The North Shelby Fire District chief is retiring Friday after 35 years of service.
Chief Buddy Tyler began volunteering at a fire station in 1978 when he was just 13 years old and eventually rose through the ranks to lead a department that covers 26 square miles in North Shelby County.
Tyler began his teen volunteer work – just hanging around the fire station and helping out wherever he could – at West Highland McNeil Fire District, which is now part of the City of Bessemer. His father was a volunteer firefighter and his mother a board member at the fire department.
Four years later – when he was just 17 – Tyler worked his first fire in the Virginia Mines community. He was a nozzleman and he kept backing away but another firefighter kept pushing him toward the blaze. “I was scared to death,” he told friends.
While still in high school, Tyler completed his EMT certificate but could not become certified until his 18th birthday. He graduated from Hueytown High School.
In 1984, Tyler began his first paying job with A&A Ambulance Service. Also that year, he earned his first paycheck as a firefighter at Minor Heights Fire District when he was asked to fill while two other people were at recruit school. A short time later he was offered a paid position at West Highland McNeil Fire District where he worked 10 hours a day, five days a week for a $12,000 salary.
In 1985 he became a licensed paramedic at the age of 20. That same year, he learned about a possible opening at North Shelby and was almost immediately hired. .

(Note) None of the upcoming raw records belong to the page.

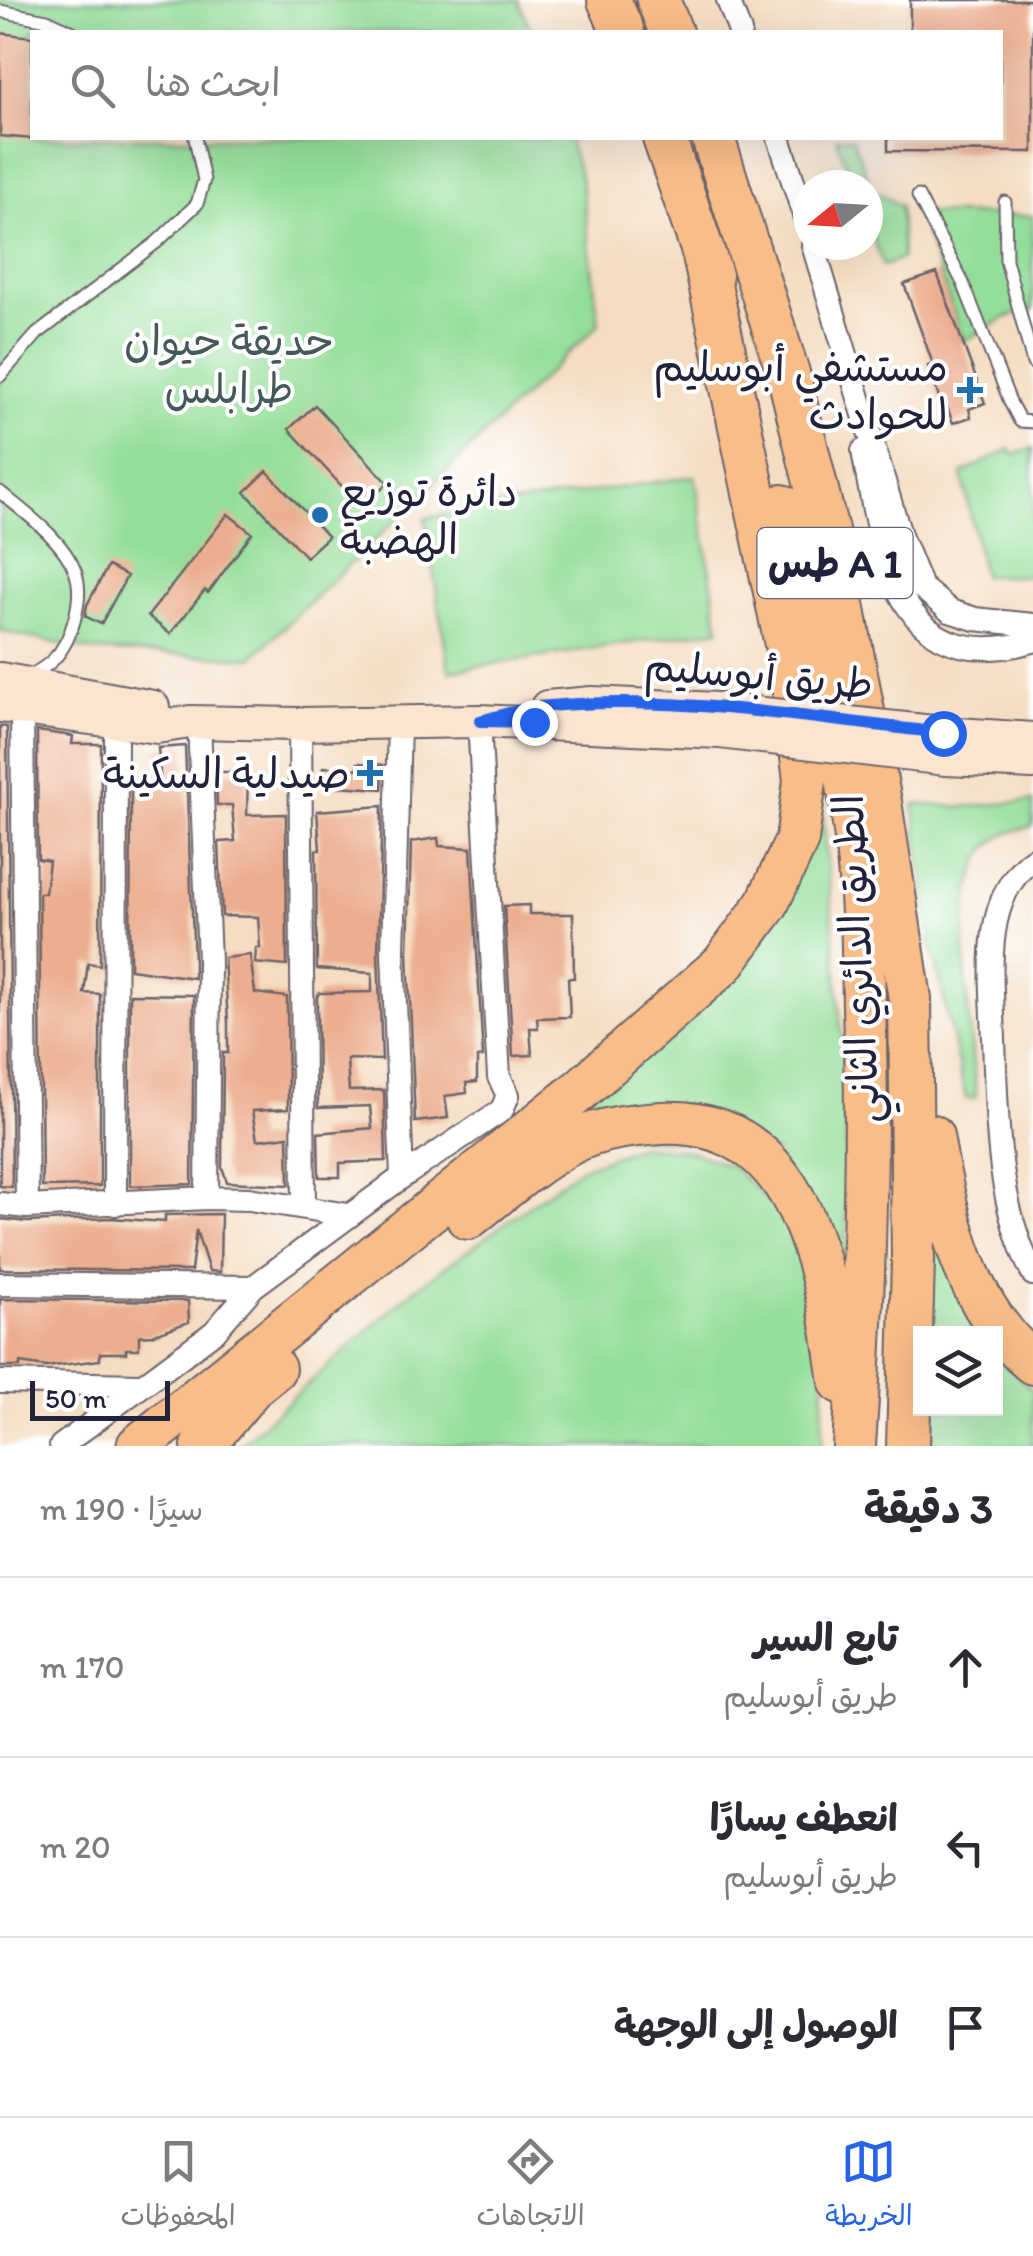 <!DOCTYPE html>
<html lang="ar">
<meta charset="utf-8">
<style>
:root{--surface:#fff;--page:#f2f2f3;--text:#2b2b33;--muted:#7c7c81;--line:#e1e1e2;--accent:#2563eb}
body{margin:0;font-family:Itim,"Playpen Sans Arabic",sans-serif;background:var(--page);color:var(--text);direction:rtl}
.controls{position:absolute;right:30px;bottom:30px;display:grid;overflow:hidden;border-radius:0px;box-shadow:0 10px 40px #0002}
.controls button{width:90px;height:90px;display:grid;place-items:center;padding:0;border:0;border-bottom:2px solid var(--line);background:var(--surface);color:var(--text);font:50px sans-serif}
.compass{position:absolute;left:793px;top:170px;width:90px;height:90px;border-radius:50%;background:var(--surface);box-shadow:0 10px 40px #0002;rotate:252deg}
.scale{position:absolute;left:30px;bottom:25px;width:140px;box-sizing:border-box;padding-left:10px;border:5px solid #22223b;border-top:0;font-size:28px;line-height:35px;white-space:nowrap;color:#22223b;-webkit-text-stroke:8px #fff;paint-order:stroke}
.stop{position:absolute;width:30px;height:30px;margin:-22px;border:8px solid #2563eb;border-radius:50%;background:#fff}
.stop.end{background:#2563eb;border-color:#fff;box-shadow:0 2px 10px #0008}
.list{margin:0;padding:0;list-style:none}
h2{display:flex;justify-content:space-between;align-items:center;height:130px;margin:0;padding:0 40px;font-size:42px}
h2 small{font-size:32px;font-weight:400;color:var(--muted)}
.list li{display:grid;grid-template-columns:65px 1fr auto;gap:30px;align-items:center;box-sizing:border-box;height:180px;padding:0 40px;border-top:2px solid var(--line)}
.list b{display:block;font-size:38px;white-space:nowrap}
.list p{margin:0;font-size:32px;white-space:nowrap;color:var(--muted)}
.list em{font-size:32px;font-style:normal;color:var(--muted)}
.icon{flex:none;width:55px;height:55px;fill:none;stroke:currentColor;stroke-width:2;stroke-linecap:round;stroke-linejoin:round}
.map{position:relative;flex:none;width:1033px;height:1446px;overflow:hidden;direction:ltr}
.search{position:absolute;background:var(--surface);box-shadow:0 10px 40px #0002;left:30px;right:30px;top:30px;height:110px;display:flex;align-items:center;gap:25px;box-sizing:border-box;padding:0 35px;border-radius:0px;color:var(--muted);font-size:38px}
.sheet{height:670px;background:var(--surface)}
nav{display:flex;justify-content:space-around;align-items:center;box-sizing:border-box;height:140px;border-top:2px solid var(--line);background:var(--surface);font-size:28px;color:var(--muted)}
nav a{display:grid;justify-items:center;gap:5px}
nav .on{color:var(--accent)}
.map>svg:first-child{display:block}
.green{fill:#94de9a;stroke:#5b806a;stroke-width:2.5}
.building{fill:#ecae8f}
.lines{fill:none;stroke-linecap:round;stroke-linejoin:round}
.lane-casing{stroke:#6c636a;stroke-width:15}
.street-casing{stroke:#6c636a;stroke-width:26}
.secondary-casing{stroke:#6c636a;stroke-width:36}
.highway-casing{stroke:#6c636a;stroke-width:46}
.lane{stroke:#fff;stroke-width:11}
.street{stroke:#fff;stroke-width:22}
.secondary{stroke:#fce5d0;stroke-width:32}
.highway{stroke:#f8bd89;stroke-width:42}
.secondary-bridge-casing{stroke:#6c636a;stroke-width:36;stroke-linecap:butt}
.secondary-bridge{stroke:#fce5d0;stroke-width:32}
.route{stroke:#2563eb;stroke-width:12}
.poi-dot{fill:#1f6fb2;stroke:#fff;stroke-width:4}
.labels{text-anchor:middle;stroke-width:8;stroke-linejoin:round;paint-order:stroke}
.shield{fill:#fff;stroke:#646476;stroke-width:2.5}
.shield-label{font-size:40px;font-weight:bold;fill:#22223b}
.park-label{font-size:42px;fill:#445a58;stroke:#fff}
.poi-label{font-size:42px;fill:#22223b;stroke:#fff;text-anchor:end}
.street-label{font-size:42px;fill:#22223b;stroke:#fff}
</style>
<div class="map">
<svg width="1033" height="1446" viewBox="0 0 1033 1446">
<rect width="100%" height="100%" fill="#fff"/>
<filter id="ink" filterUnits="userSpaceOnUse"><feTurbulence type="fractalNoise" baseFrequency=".01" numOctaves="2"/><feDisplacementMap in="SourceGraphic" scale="20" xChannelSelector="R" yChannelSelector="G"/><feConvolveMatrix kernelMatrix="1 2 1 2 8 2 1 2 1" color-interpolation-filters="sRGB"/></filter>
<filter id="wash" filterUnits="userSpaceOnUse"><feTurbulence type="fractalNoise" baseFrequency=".0048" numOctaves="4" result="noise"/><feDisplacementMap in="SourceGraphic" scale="40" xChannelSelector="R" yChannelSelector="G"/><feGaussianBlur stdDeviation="2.25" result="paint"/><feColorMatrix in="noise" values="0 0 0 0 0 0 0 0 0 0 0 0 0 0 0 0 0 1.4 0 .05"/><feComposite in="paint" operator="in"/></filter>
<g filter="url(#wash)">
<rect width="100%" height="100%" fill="#f4ddc2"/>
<!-- green -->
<path class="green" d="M0,0H518L532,32H32V138H568L581,180L599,324L252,658L94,651L0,631Z
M836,138H852L872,189L900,206L902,259L883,266L868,224V185H854Z
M918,213L1033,216V310L1007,317L964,341Z
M1033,448V576H983L962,474L1010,449L1013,455Z
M695,476L719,629L449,671L425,518Z
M821,795C836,962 855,1129 843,1297L776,1151L550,1129L627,1062Z
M1033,801V826C1015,830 998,834 986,850C948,900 972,1035 976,1097L966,1099L931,941L914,804L962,807Z
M640,1146L690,1151L731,1166L780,1212L826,1313L822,1446H239L410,1293L579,1169Z
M926,1195L978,1333L922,1334Z
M996,1354L1033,1391V1446H919L920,1408H996Z"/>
<g id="blocks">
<!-- building -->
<path class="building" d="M910,0H1033V152L888,151V138H1000V32H910Z
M0,33L32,37V139L0,136Z
M937,273L985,403L969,409L971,417L953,423L946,404L942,406L928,366L933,364L904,284Z
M315,405L388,483L362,508L289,429Z
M267,471L328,537L306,557L245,492Z
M228,514L252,533L208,593L205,590L170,634L148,616Z
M108,566L127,576L101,624L85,616L87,605Z
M0,726L7,727L12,1187L0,1186Z
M37,731L73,736L72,744H101L100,965L88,963L84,993L100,994V1186L42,1187L39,893H45L49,861L38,859Z
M185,746L194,961V978L130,969L131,790L161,788L158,748Z
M358,763L383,765L382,789L322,785L323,767L358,769Z
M216,772H248L247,815L286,814L287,966L255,963L256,948H260L258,917L222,916L219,842L235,841L232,805H217Z
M382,806L378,953L382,1060L347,1059L349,1091L384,1090L386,1161L340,1163V1177H319L318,1133L372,1128L370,1106L318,1108L317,997L319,993L372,992V973L317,969L316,850H320L317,811Z
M438,838L439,846L471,848L483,1057L477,1058V1082L466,1083L467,1093L445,1096L448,1118L415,1122L408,952L411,842Z
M529,905V914H573L574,978H568L570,1017L537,1018L538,1028H530L532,1055L513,1056L504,906Z
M250,955L255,993L287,997L288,1109L252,1111L257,1140L288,1136L289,1185L227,1182L222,1167L223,1053H228V1022L224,958Z
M130,994L194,995L192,1184L130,1186Z
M221,1214L220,1272L209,1271L196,1230L191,1271L0,1269V1219L28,1222L110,1218L165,1222V1215Z
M0,1299L188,1301L189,1322L152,1335L139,1336V1349H126V1353H100V1360L46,1367L20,1363V1367H0Z"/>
</g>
</g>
<g filter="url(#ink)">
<use href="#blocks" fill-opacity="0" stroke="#6c636a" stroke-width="2.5"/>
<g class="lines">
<!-- lane casing -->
<g class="lane-casing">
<path id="lane" d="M0,11L47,20L73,32
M918,196L963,283L1011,404L1020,421L1033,422
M1005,202L1006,260L1033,363
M0,376L37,334L157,242L197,204L204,180L195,138
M0,492C25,513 63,539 75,571C85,597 72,641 53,660C46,667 37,672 28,677"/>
</g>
<!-- street casing -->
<g class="street-casing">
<path id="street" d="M728,0L740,32
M779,138L808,227
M813,245L901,538L921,587L950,611L975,619L1033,625
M863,451C882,552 894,680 1033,641
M22,710L27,1207
M199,723L209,961L207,1198
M399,723L393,952L402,1177
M300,724L304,1208
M1033,859C1010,875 998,904 994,932C989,967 993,1004 994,1040C997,1118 996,1202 1033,1274
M0,1204L27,1207L207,1198L249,1199L348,1215
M115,1204L116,723
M0,1284L253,1287
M0,1382L141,1385
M61,1446L214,1332L253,1287L402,1177L502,1110L508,1095L499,1077L479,721"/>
</g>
<!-- secondary casing -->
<g class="secondary-casing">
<path id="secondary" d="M0,679L153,707
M0,706L157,727L190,722L300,724L479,721L720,732
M547,707L592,703L717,709
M943,733L1033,739
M946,759L1033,763"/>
</g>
<!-- highway casing -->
<g class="highway-casing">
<path id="highway" d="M609,0L623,32
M658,0L671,32
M664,138L711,275
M713,138L788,373L836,567L880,802L910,999L913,1260L908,1446
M782,506C810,610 839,716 854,824C863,884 863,945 864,1006C869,1153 864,1299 854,1446
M932,1136C946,1218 965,1307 1033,1363
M468,1218C501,1192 535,1162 573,1142C600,1128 633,1125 662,1123C804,1117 826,1274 841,1382
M138,1446L579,1091L723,964L767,904L797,840L805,781L791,668L703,251
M203,1446L253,1386L274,1369"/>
</g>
<!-- lane -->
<use href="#lane" class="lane"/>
<!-- street -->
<use href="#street" class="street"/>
<!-- secondary -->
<use href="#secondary" class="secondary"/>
<!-- highway -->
<use href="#highway" class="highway"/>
<!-- secondary-bridge casing -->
<g class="secondary-bridge-casing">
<path id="secondary-bridge" d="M717,709L943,733
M720,732L946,759"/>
</g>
<!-- secondary-bridge -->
<use href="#secondary-bridge" class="secondary-bridge"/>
</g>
</g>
<g class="lines" filter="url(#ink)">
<!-- route -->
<path class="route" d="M534,722L480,721C499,716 519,709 539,707C670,693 812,719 943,733"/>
</g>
<!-- markers -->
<g class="poi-dot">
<path d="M965 375h10v10h10v10h-10v10h-10v-10h-10v-10h10z"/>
<circle cx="320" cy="515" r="10"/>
<path d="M365 758h10v10h10v10h-10v10h-10v-10h-10v-10h10z"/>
</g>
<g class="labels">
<!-- shield labels -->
<rect class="shield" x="757.5" y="528" width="155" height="70" rx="8"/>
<g class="shield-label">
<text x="835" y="577">طس A 1</text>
</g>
<!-- park labels -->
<g class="park-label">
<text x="229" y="355">حديقة حيوان<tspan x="229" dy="48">طرابلس</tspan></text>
</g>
<!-- poi labels -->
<g class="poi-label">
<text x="948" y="381">مستشفي أبوسليم<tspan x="948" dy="48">للحوادث</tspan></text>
<text x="340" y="506" text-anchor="start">دائرة توزيع<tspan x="340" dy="48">الهضبة</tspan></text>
<text x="350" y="788">صيدلية السكينة</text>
</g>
<!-- street labels -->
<g class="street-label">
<text transform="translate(759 674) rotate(5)" y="15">طريق أبوسليم</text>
<text transform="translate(856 959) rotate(-93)" y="15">الطريق الدائري الثاني</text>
</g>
</g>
</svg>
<div class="controls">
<button><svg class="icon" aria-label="layers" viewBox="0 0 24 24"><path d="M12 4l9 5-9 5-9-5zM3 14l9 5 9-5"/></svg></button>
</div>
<svg class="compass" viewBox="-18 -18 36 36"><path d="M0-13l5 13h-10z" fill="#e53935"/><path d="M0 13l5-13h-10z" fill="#7c7c81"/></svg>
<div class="scale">50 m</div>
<div class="stop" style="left:943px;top:733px"></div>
<div class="stop end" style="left:534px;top:722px"></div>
<div class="search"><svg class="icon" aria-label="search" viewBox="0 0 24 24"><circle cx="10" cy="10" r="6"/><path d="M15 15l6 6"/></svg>ابحث هنا</div>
</div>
<section class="sheet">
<h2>3 دقيقة<small>سيرًا · 190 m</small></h2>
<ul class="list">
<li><svg class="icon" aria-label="ahead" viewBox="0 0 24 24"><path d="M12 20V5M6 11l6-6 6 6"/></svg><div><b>تابع السير</b><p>طريق أبوسليم</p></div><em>170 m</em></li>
<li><svg class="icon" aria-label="left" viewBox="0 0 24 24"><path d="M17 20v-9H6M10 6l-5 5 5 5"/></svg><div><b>انعطف يسارًا</b><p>طريق أبوسليم</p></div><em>20 m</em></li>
<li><svg class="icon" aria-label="arrive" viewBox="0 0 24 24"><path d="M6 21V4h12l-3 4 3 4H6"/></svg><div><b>الوصول إلى الوجهة</b></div></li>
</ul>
</section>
<nav>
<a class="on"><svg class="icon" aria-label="map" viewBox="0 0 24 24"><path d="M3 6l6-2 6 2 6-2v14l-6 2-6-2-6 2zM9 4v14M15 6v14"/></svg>الخريطة</a>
<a><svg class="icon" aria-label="directions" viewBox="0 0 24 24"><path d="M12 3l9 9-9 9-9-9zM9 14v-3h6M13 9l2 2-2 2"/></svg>الاتجاهات</a>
<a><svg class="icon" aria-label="saved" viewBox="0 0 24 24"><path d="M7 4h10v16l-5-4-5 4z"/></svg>المحفوظات</a>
</nav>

He continued to rise the ranks and in 1995 was promoted to battalion chief when his longtime co-worker and friend Mike O’Connor was appointed chief.
In 2012, when O’Connor died unexpectedly, Tyler was appointed as chief. Under his leadership, co-workers say, the department has secured more than $200,000 in grants, bettered their ISO rating from a Class 4 to a Class 2, upgraded the department’s fleet and made the department’s wages and benefits compatible with other area departments.
Tyler will be honored Thursday night at a celebration at New Hope Cumberland Presbyterian Church.